_WORK TASK_
Reproduce the data exactly as given, except for any images.

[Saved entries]
########################################

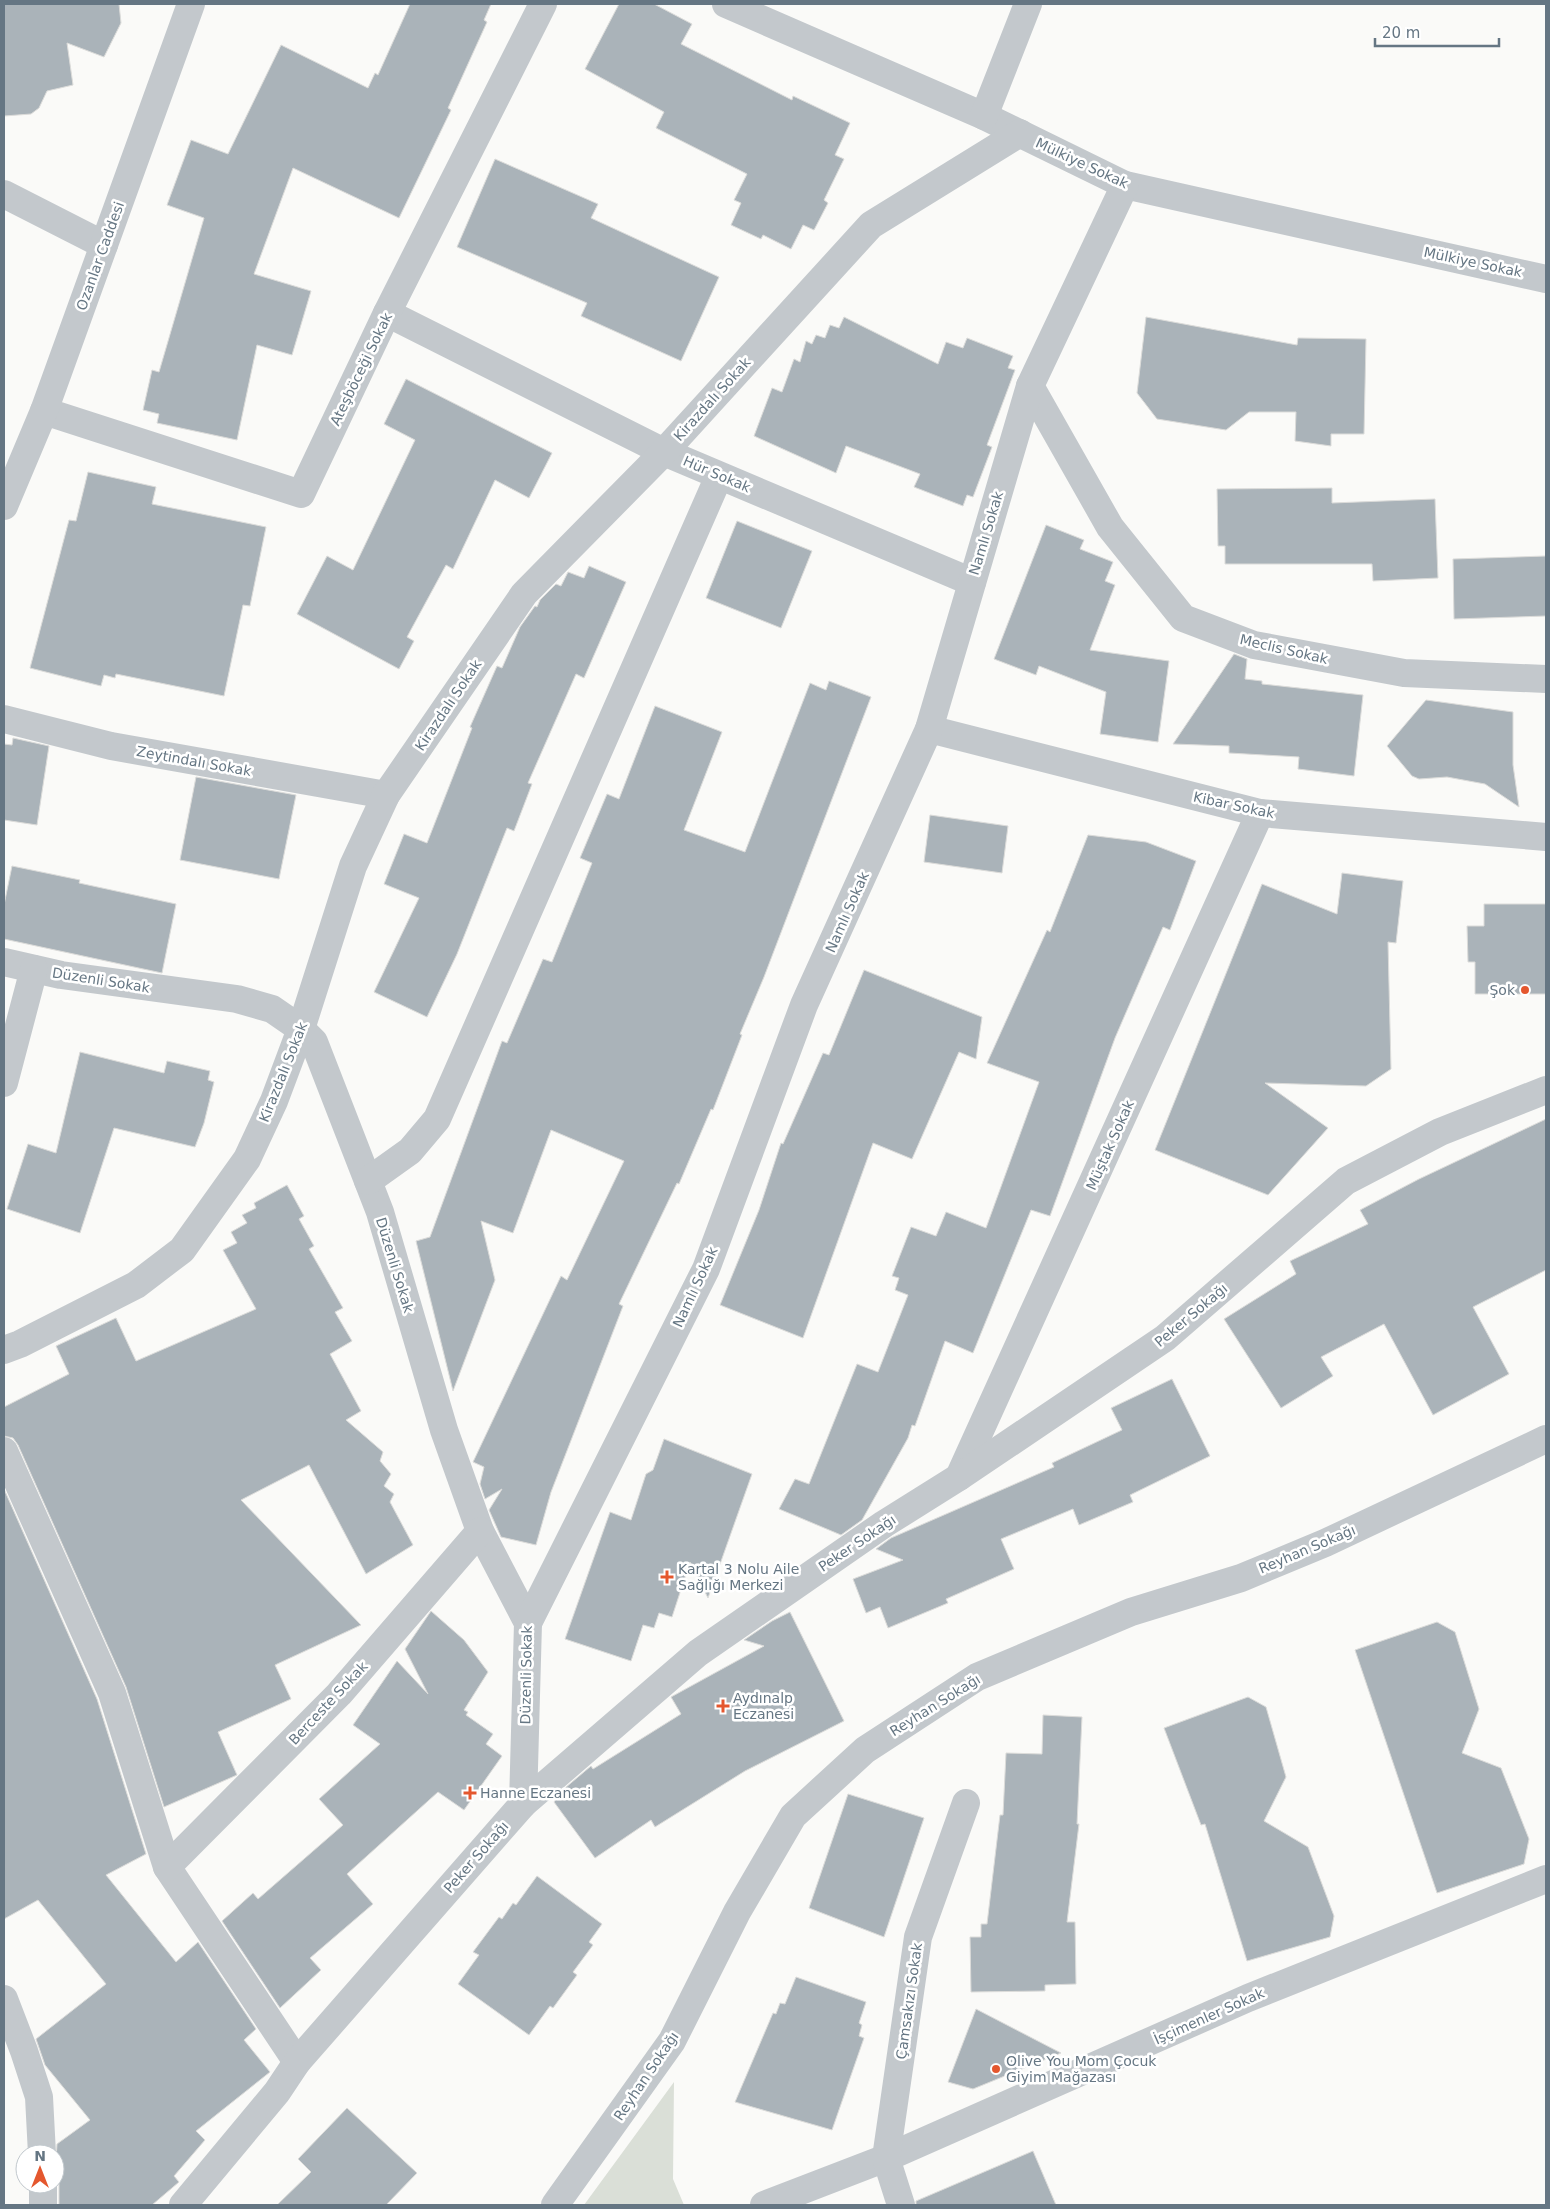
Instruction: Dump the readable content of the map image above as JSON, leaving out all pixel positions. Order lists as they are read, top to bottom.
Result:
{
  "streets": {
    "street": [
      "Mülkiye Sokak",
      "Ozanlar Caddesi",
      "Ateşböceği Sokak",
      "Kirazdalı Sokak",
      "Hür Sokak",
      "Namlı Sokak",
      "Meclis Sokak",
      "Zeytindalı Sokak",
      "Kibar Sokak",
      "Düzenli Sokak",
      "Müştak Sokak",
      "Peker Sokağı",
      "Reyhan Sokağı",
      "Berceste Sokak",
      "Çamsakızı Sokak",
      "İşçimenler Sokak"
    ]
  },
  "crossings": [
    ["Mülkiye Sokak", "Kirazdalı Sokak"],
    ["Mülkiye Sokak", "Namlı Sokak"],
    ["Ozanlar Caddesi", "Ateşböceği Sokak"],
    ["Ateşböceği Sokak", "Hür Sokak"],
    ["Kirazdalı Sokak", "Hür Sokak"],
    ["Kirazdalı Sokak", "Zeytindalı Sokak"],
    ["Kirazdalı Sokak", "Düzenli Sokak"],
    ["Hür Sokak", "Namlı Sokak"],
    ["Namlı Sokak", "Meclis Sokak"],
    ["Namlı Sokak", "Kibar Sokak"],
    ["Namlı Sokak", "Düzenli Sokak"],
    ["Kibar Sokak", "Müştak Sokak"],
    ["Düzenli Sokak", "Peker Sokağı"],
    ["Düzenli Sokak", "Berceste Sokak"],
    ["Müştak Sokak", "Peker Sokağı"],
    ["Çamsakızı Sokak", "İşçimenler Sokak"]
  ],
  "places": {
    "other": ["Şok", "Olive You Mom Çocuk Giyim Mağazası"],
    "health": ["Kartal 3 Nolu Aile Sağlığı Merkezi", "Aydınalp Eczanesi", "Hanne Eczanesi"]
  },
  "scale_bar": "20 m",
  "north": "top"
}
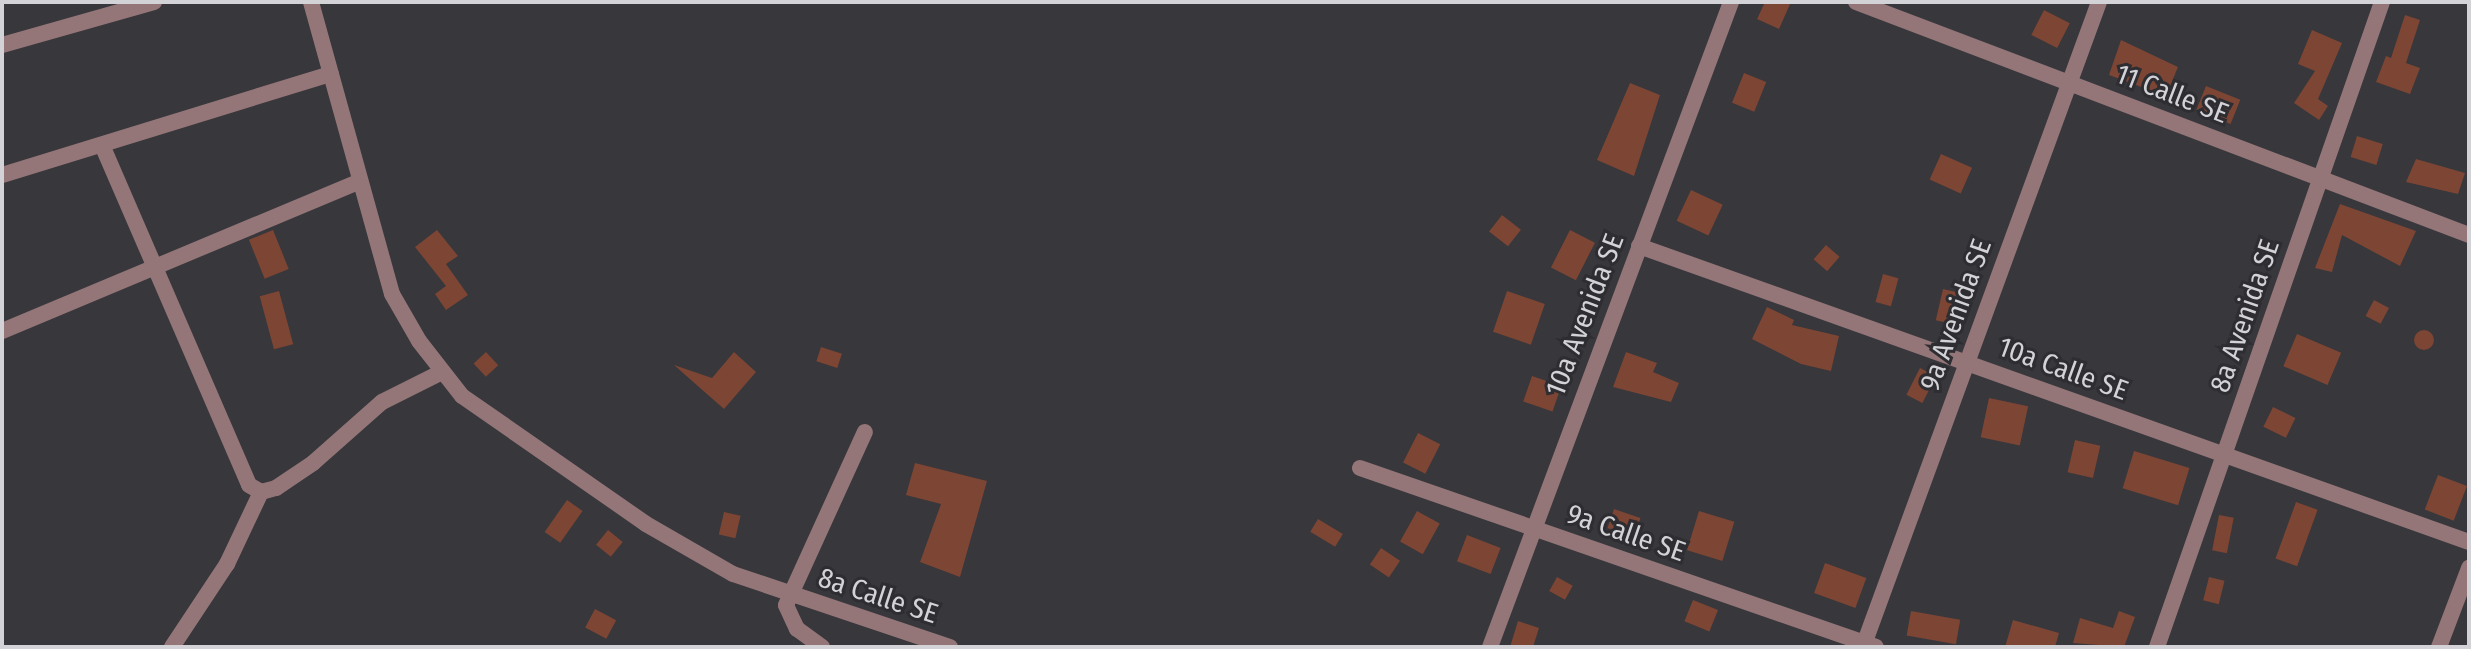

########################################

_SOLUTION TO THIS TASK_
Instruction: Dump the readable content of the map image above as JSON, leaving out all pixel positions. Order lists as they are read, top to bottom.
Result:
{
  "streets": {
    "street": [
      "Mülkiye Sokak",
      "Ozanlar Caddesi",
      "Ateşböceği Sokak",
      "Kirazdalı Sokak",
      "Hür Sokak",
      "Namlı Sokak",
      "Meclis Sokak",
      "Zeytindalı Sokak",
      "Kibar Sokak",
      "Düzenli Sokak",
      "Müştak Sokak",
      "Peker Sokağı",
      "Reyhan Sokağı",
      "Berceste Sokak",
      "Çamsakızı Sokak",
      "İşçimenler Sokak"
    ]
  },
  "crossings": [
    ["Mülkiye Sokak", "Kirazdalı Sokak"],
    ["Mülkiye Sokak", "Namlı Sokak"],
    ["Ozanlar Caddesi", "Ateşböceği Sokak"],
    ["Ateşböceği Sokak", "Hür Sokak"],
    ["Kirazdalı Sokak", "Hür Sokak"],
    ["Kirazdalı Sokak", "Zeytindalı Sokak"],
    ["Kirazdalı Sokak", "Düzenli Sokak"],
    ["Hür Sokak", "Namlı Sokak"],
    ["Namlı Sokak", "Meclis Sokak"],
    ["Namlı Sokak", "Kibar Sokak"],
    ["Namlı Sokak", "Düzenli Sokak"],
    ["Kibar Sokak", "Müştak Sokak"],
    ["Düzenli Sokak", "Peker Sokağı"],
    ["Düzenli Sokak", "Berceste Sokak"],
    ["Müştak Sokak", "Peker Sokağı"],
    ["Çamsakızı Sokak", "İşçimenler Sokak"]
  ],
  "places": {
    "other": ["Şok", "Olive You Mom Çocuk Giyim Mağazası"],
    "health": ["Kartal 3 Nolu Aile Sağlığı Merkezi", "Aydınalp Eczanesi", "Hanne Eczanesi"]
  },
  "scale_bar": "20 m",
  "north": "top"
}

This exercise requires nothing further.